Kinshasa - Suspected Ugandan Islamist rebels killed three civilians in eastern Democratic Republic of Congo, despite an offensive by government troops, sources said on Monday.
The deaths occurred on Sunday in the Beni region of North Kivu province, where government forces launched a campaign against the Allied Democratic Forces (ADF) militia on January 13.
"There was an incursion by the ADF yesterday (Sunday) in Kokola. Three people - a motorcycle taxi driver and his two customers - were killed before the army intervened," the administrator of Beni district, Bernard Amisi Kalonda, told AFP.
The incident was confirmed by Jonas Mbusa, a community leader.
The army's spokesperson in the region, Captain Mak Hazukay, told AFP that that the ADF "incursion yesterday at Kokola was repelled. Operations are continuing." He gave no further details.

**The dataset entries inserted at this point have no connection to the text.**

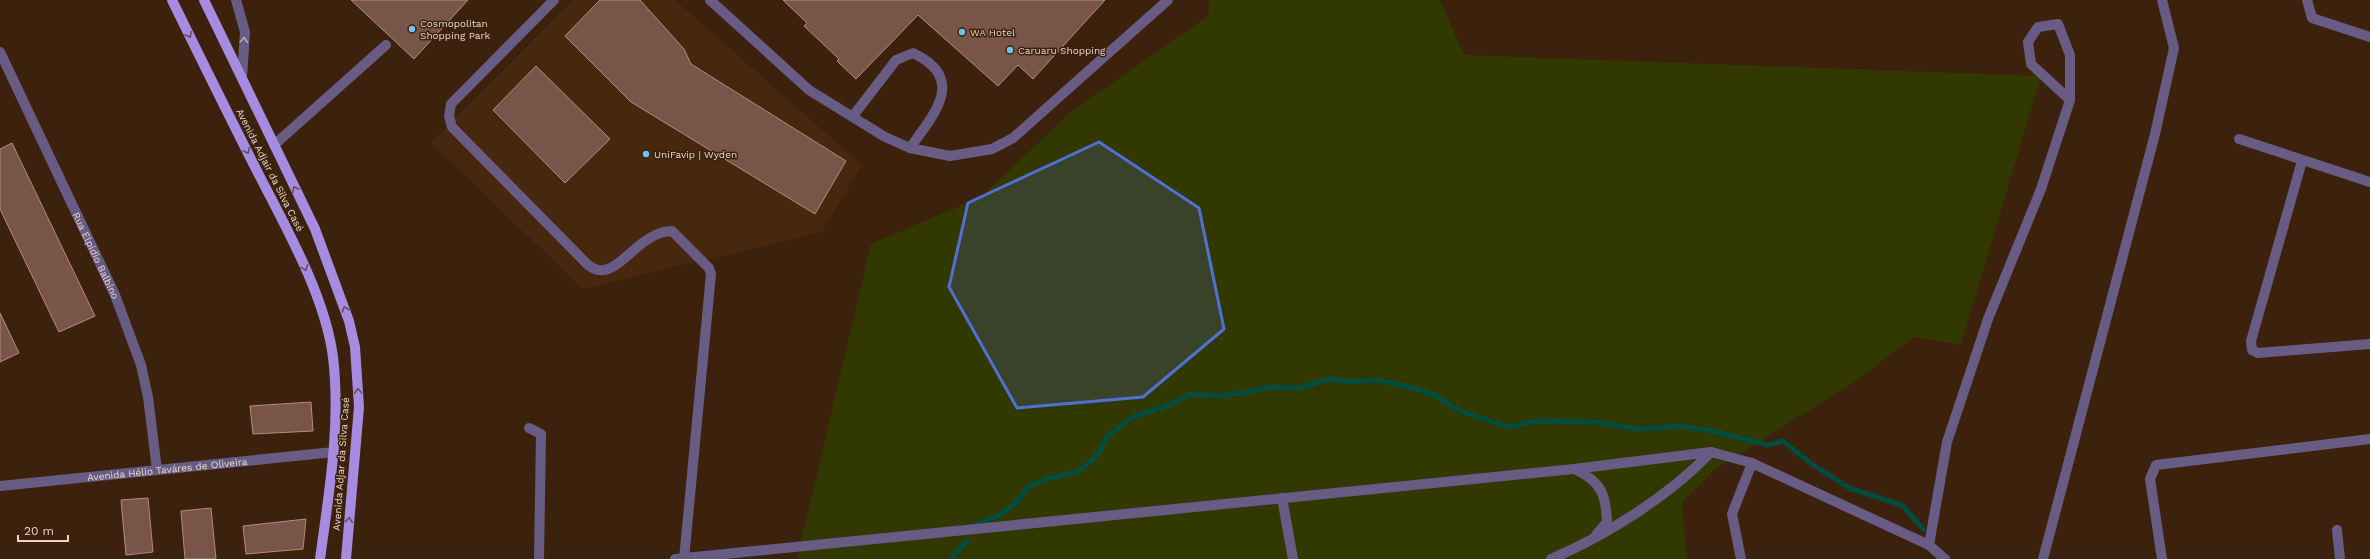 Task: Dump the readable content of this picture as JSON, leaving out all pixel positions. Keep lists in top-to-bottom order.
{
  "streets": {
    "main road": ["Avenida Adjair da Silva Casé", "Avenida Adjar da Silva Casé"],
    "street": ["Rua Elpídio Balbino", "Avenida Hélio Taváres de Oliveira"]
  },
  "crossings": [
    ["Avenida Adjair da Silva Casé", "Avenida Adjar da Silva Casé"],
    ["Rua Elpídio Balbino", "Avenida Hélio Taváres de Oliveira"],
    ["Avenida Adjar da Silva Casé", "Avenida Hélio Taváres de Oliveira"]
  ],
  "places": [
    "Cosmopolitan Shopping Park",
    "WA Hotel",
    "Caruaru Shopping",
    "UniFavip | Wyden"
  ],
  "scale_bar": "20 m"
} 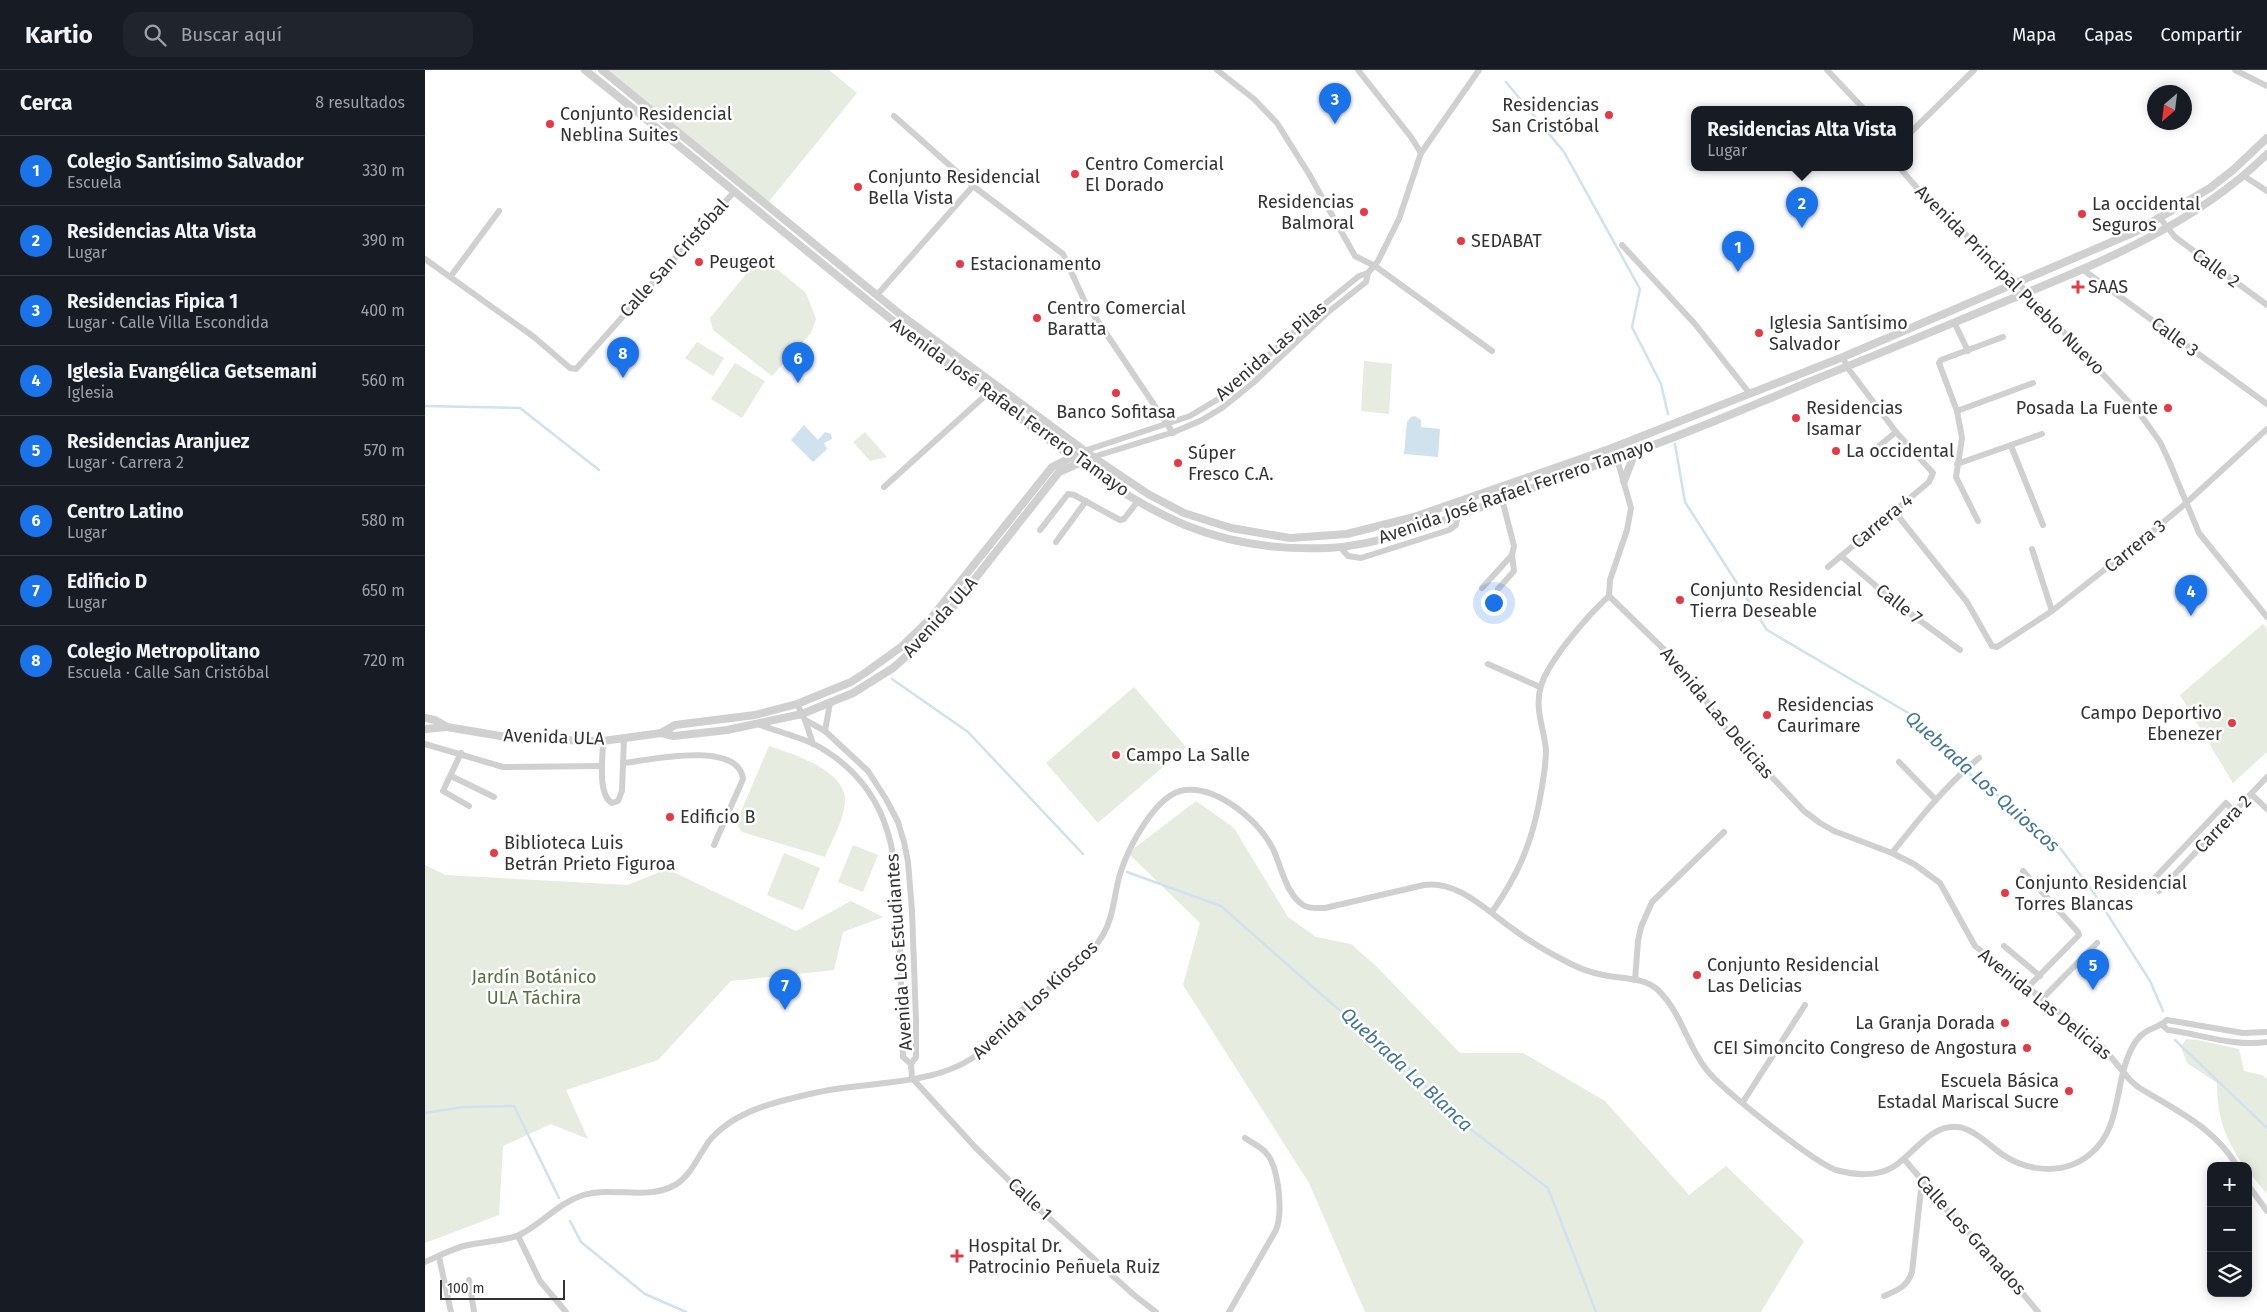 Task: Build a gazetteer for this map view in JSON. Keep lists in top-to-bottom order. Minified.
{"streets":{"street":["Calle San Cristóbal","Calle 2","Avenida Principal Pueblo Nuevo","Calle 3","Avenida Las Pilas","Avenida José Rafael Ferrero Tamayo","Carrera 4","Carrera 3","Calle 7","Avenida ULA","Avenida Las Delicias","Carrera 2","Avenida Los Estudiantes","Avenida Los Kioscos","Calle 1","Calle Los Granados"]},"crossings":[["Calle San Cristóbal","Avenida José Rafael Ferrero Tamayo"],["Calle 2","Avenida José Rafael Ferrero Tamayo"],["Avenida Principal Pueblo Nuevo","Avenida José Rafael Ferrero Tamayo"],["Avenida Principal Pueblo Nuevo","Carrera 3"],["Calle 3","Avenida José Rafael Ferrero Tamayo"],["Avenida Las Pilas","Avenida José Rafael Ferrero Tamayo"],["Avenida Las Pilas","Avenida ULA"],["Avenida José Rafael Ferrero Tamayo","Avenida ULA"],["Carrera 4","Carrera 3"],["Carrera 4","Calle 7"],["Avenida ULA","Avenida Los Estudiantes"],["Avenida Las Delicias","Avenida Los Kioscos"],["Avenida Los Estudiantes","Avenida Los Kioscos"],["Avenida Los Estudiantes","Calle 1"],["Avenida Los Kioscos","Calle 1"],["Avenida Los Kioscos","Calle Los Granados"]],"water":["Quebrada Los Quioscos","Quebrada La Blanca"],"parks":["Jardín Botánico ULA Táchira"],"places":{"other":["Residencias San Cristóbal","Conjunto Residencial Neblina Suites","Centro Comercial El Dorado","Conjunto Residencial Bella Vista","Residencias Balmoral","La occidental Seguros","SEDABAT","Peugeot","Estacionamento","Centro Comercial Baratta","Iglesia Santísimo Salvador","Banco Sofitasa","Posada La Fuente","Residencias Isamar","La occidental","Súper Fresco C.A.","Conjunto Residencial Tierra Deseable","Residencias Caurimare","Campo Deportivo Ebenezer","Campo La Salle","Edificio B","Biblioteca Luis Betrán Prieto Figuroa","Conjunto Residencial Torres Blancas","Conjunto Residencial Las Delicias","La Granja Dorada","CEI Simoncito Congreso de Angostura","Escuela Básica Estadal Mariscal Sucre"],"health":["SAAS","Hospital Dr. Patrocinio Peñuela Ruiz"]},"scale_bar":"100 m","north":"bottom left","page":{"header":"Kartio","search":"Buscar aquí","nav":["Mapa","Capas","Compartir"],"heading":["Cerca","8 resultados"],"pins":["3","2","1","8","6","4","5","7"],"popup":["Residencias Alta Vista","Lugar"],"list":[{"mark":"1","name":"Colegio Santísimo Salvador","note":"Escuela","value":"330 m"},{"mark":"2","name":"Residencias Alta Vista","note":"Lugar","value":"390 m"},{"mark":"3","name":"Residencias Fipica 1","note":"Lugar · Calle Villa Escondida","value":"400 m"},{"mark":"4","name":"Iglesia Evangélica Getsemani","note":"Iglesia","value":"560 m"},{"mark":"5","name":"Residencias Aranjuez","note":"Lugar · Carrera 2","value":"570 m"},{"mark":"6","name":"Centro Latino","note":"Lugar","value":"580 m"},{"mark":"7","name":"Edificio D","note":"Lugar","value":"650 m"},{"mark":"8","name":"Colegio Metropolitano","note":"Escuela · Calle San Cristóbal","value":"720 m"}],"map_buttons":["+","−"],"scale":"100 m"}} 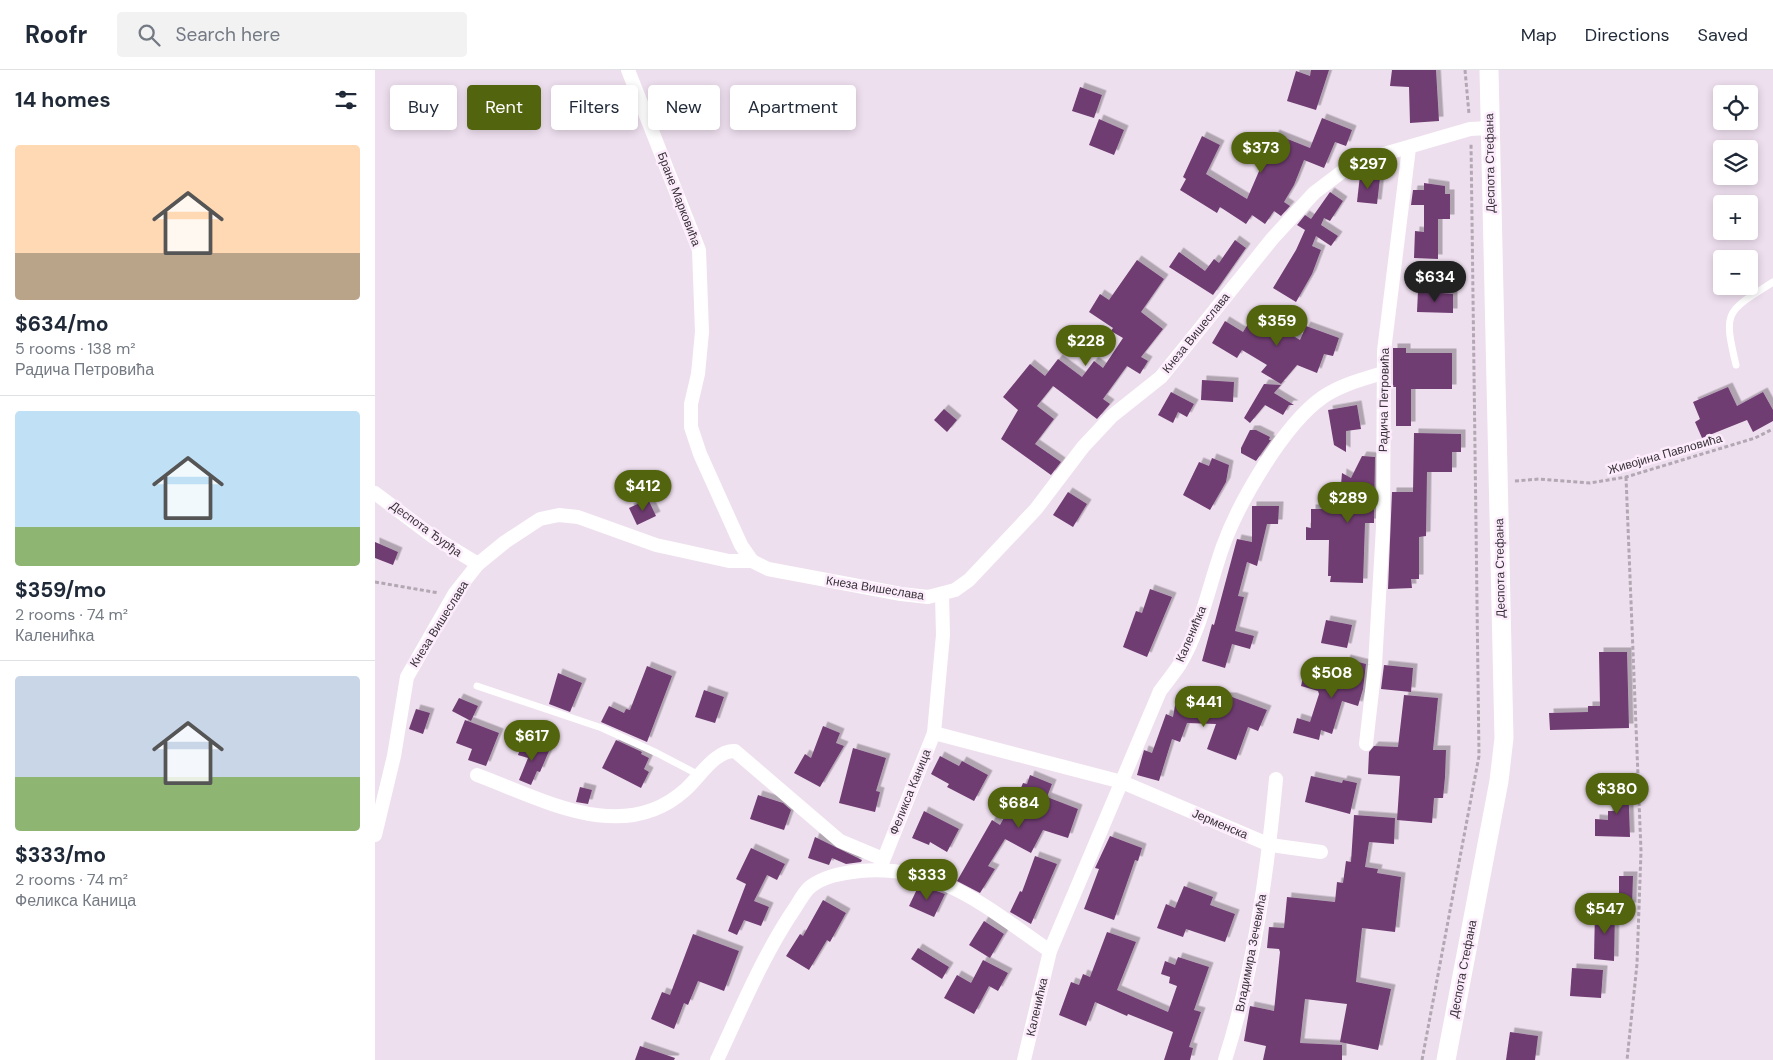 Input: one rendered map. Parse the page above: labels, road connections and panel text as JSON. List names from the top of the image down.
{
  "streets": {
    "main road": ["Деспота Стефана"],
    "street": [
      "Бране Марковића",
      "Кнеза Вишеслава",
      "Радича Петровића",
      "Деспота Ђурђа",
      "Каленићка",
      "Феликса Каница",
      "Јерменска",
      "Владимира Зечевића"
    ],
    "path": ["Живојина Павловића"]
  },
  "crossings": [
    ["Деспота Стефана", "Кнеза Вишеслава"],
    ["Деспота Стефана", "Живојина Павловића"],
    ["Бране Марковића", "Кнеза Вишеслава"],
    ["Кнеза Вишеслава", "Радича Петровића"],
    ["Кнеза Вишеслава", "Деспота Ђурђа"],
    ["Кнеза Вишеслава", "Феликса Каница"],
    ["Радича Петровића", "Каленићка"],
    ["Каленићка", "Јерменска"],
    ["Феликса Каница", "Јерменска"],
    ["Јерменска", "Владимира Зечевића"]
  ],
  "page": {
    "header": "Roofr",
    "search": "Search here",
    "nav": ["Map", "Directions", "Saved"],
    "heading": "14 homes",
    "map_buttons": ["+", "−"],
    "chip": [
      "Buy",
      "Rent",
      "Filters",
      "New",
      "Apartment"
    ],
    "list": [
      {
        "name": "$634/mo",
        "note": "5 rooms · 138 m² · Радича Петровића"
      },
      {
        "name": "$359/mo",
        "note": "2 rooms · 74 m² · Каленићка"
      },
      {
        "name": "$333/mo",
        "note": "2 rooms · 74 m² · Феликса Каница"
      }
    ],
    "price": [
      "$373",
      "$297",
      "$634",
      "$359",
      "$228",
      "$412",
      "$289",
      "$508",
      "$441",
      "$617",
      "$380",
      "$684",
      "$333",
      "$547"
    ]
  }
}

Present in DRC since 1995, the ADF was initially created by Muslim radicals to oppose Ugandan President Yoweri Museveni's rule.
Today, they are a number of armed groups that hold swathes of territory in eastern DRC, battling for control of mineral resources.
Congolese authorities and the UN mission in DRC, MONUSCO, accuse the ADF of having killed more than 700 civilians as well as combatants in the Beni region from 2014-16.
The ADF is also accused of killing 14 UN peacekeepers in eastern DRC on December 7, in the biggest single loss of peacekeepers in nearly a quarter of a century.
The government last week declared it was waging "war" on the ADF and a Congolese militia, the Yakutumba, which is active in South Kivu province, several hundred kilometres to the south.
However, troop losses have been heavy. Diplomatic sources say 22 troops were killed on Friday in an ADF attack.